Technically, you can instrument Google Analytics to show sophisticated attribution modeling with user session IDs, etc. But that’s rarely (if ever) done correctly. It’s tough if you’re not experienced. (And it might be faster/easier/cheaper to simply layer on another analytics tool like Kissmetrics, Mixpanel, or a fully-featured CRM.)
The second issue though is the tough one. If you have a product or service that’s remotely expensive, you won’t see all of the subsequent visits and ‘micro-commitments’ people take prior to purchase. (So you won’t know how to tweak, fix, iterate, and improve on those either.)
Starts with the basic User Flow report. This report is far from perfect. But it gives you an easy starting point to see how people come into your site and interact with certain pages.
Now you can visualize how ‘cold’ traffic is discovering your blog posts and building trust by looking at product tour pages before taking the final ‘hard’ step that you can track.
For product companies is the Shopping Behavior report (under Shopping Analysis).

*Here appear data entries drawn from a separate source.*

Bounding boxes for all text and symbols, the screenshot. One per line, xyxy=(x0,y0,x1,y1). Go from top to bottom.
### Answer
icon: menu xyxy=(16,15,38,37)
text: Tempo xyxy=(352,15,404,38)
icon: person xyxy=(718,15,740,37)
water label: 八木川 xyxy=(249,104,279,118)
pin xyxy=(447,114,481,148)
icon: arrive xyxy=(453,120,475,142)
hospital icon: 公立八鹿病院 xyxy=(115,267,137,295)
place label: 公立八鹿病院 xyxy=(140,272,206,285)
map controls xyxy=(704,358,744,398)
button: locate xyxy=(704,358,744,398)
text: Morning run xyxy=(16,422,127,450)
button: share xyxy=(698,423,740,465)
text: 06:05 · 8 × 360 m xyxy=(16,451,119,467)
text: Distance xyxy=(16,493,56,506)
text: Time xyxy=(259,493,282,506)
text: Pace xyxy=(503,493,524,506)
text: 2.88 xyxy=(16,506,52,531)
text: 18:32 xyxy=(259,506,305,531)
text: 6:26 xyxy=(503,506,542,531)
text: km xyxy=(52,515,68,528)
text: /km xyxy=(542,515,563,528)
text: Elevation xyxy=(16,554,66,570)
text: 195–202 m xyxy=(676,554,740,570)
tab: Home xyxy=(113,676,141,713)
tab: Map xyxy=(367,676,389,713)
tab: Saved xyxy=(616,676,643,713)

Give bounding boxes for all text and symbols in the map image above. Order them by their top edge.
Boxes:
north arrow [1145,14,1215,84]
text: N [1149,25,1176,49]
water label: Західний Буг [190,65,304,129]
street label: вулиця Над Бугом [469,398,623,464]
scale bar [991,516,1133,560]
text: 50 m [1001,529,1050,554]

This will provide more granular data with sessions broken out by product views, added to cart, etc.
Analyzing your website’s ‘user flow’, similar to this extended eCommerce experience, can help any company isolate the gaps or bottlenecks in their conversion funnel that are detracting from end results.
Lie #3. Aggregate Averages
What’s a ‘good’ bounce rate?
Conventional wisdom says higher is worse and lower is better. Right?
Well yes. But not always.
Let’s use an opt-in form landing page as an example. The goal of said page is to generate new leads. People visit the page, type in their name and email, and get sent to a Thank You confirmation page.
The trouble comes in various forms. If you’re sending ‘warm’, qualified traffic to this page, you should see pretty high conversions. Which means you also might see a high bounce rate. Technically speaking, people are hitting one page and converting quickly.
That means other basic engagement metrics, like time on the site, are going to be artificially skewed, too.
Only looking at surface level data like site-wide averages can be misleading.
Dive deeper into individual pages.
For example, take a look at the most popular content on your site right now (under Behavior > Site Content). Chances are, you’ll notice that most people are reading blog posts from six to twelve months old.
The next thing you’ll notice is how high bounce rate is for those blog posts. Ouch!
If you have posts that are receiving a ton of pageviews but a high bounce and/or exit rate, that’s bad! Time for an update, refresh, redesign, etc.
This also brings us to the second quick fix.
Layer over the traffic source data as well. Blog posts might perform differently depending on if it’s ‘cold’ traffic from Organic Search vs. ‘warm’ from Email.
Blog posts often fall victim to ‘dark traffic’ (see #1), but landing pages can be saved with inbound traffic segmentation.
It takes some extra work. A little more elbow grease.
Duplicating landing pages, making subtle tweaks for the new audience segment, tagging campaign links to these pages, and last but not least, noindexing duplicate content variations you don’t want to rank or show up in Google.
But the end result is that Google Analytics will have no other choice but to give you more accurate data.
Analytics isn’t about collecting raw data.
Sure, that’s the input. But the purpose of analytics is to translate raw statistics into insightful findings.
They should ideally act like a spotlight: shining a light onto new areas for improvement or places where you’re currently going wrong.
The trick is to understand where those dark places exist and figuring out how to shed light on them.